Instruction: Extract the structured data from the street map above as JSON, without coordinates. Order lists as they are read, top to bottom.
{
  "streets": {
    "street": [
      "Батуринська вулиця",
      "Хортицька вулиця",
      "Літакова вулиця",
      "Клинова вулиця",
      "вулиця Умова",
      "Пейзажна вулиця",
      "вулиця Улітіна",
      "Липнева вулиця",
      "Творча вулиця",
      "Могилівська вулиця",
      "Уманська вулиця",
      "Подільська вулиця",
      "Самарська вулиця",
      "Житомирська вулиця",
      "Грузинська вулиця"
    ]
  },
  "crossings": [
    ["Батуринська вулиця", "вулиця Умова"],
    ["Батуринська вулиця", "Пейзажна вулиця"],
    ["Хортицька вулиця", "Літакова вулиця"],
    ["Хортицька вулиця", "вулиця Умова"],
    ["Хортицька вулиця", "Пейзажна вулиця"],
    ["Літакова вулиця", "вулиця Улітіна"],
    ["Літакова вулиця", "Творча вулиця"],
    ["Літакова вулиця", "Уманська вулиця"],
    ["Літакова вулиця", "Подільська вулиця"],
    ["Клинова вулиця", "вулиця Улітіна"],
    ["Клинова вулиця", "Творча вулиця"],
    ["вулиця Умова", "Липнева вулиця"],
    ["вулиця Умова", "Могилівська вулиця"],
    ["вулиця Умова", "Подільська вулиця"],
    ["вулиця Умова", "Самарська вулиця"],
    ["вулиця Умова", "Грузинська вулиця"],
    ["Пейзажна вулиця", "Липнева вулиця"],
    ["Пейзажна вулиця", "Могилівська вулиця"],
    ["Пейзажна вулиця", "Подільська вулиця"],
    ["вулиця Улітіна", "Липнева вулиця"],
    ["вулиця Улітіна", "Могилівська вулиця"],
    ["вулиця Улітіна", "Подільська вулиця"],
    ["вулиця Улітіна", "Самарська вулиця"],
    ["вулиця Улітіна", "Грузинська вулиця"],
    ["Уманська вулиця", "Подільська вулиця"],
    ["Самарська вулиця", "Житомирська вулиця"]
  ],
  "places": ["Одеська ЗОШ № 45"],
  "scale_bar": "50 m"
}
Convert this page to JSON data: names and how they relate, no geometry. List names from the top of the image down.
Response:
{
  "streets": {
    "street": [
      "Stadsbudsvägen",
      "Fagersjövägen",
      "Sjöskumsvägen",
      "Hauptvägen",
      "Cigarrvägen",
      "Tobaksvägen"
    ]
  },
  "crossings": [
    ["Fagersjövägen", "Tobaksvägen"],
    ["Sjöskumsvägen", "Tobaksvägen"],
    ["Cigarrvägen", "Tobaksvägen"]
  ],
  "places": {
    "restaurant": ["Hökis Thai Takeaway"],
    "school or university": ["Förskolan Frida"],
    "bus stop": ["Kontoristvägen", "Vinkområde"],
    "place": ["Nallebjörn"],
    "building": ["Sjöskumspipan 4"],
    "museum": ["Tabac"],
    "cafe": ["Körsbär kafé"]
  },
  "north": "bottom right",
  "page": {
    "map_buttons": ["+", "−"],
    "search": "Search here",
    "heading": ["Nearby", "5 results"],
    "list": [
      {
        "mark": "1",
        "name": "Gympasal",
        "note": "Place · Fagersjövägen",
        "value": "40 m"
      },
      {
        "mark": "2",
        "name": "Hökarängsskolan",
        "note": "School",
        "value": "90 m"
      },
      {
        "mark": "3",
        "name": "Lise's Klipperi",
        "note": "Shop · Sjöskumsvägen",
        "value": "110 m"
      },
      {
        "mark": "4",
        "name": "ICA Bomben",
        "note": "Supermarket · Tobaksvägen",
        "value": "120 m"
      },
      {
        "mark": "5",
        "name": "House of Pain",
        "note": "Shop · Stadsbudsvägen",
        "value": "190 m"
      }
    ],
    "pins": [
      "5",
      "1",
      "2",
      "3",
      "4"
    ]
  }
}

### Work to be completed
Go through the records above, find every line with the word "Самарська", and list those lines.

### Worked solution
      "Самарська вулиця",
    ["вулиця Умова", "Самарська вулиця"],
    ["вулиця Улітіна", "Самарська вулиця"],
    ["Самарська вулиця", "Житомирська вулиця"]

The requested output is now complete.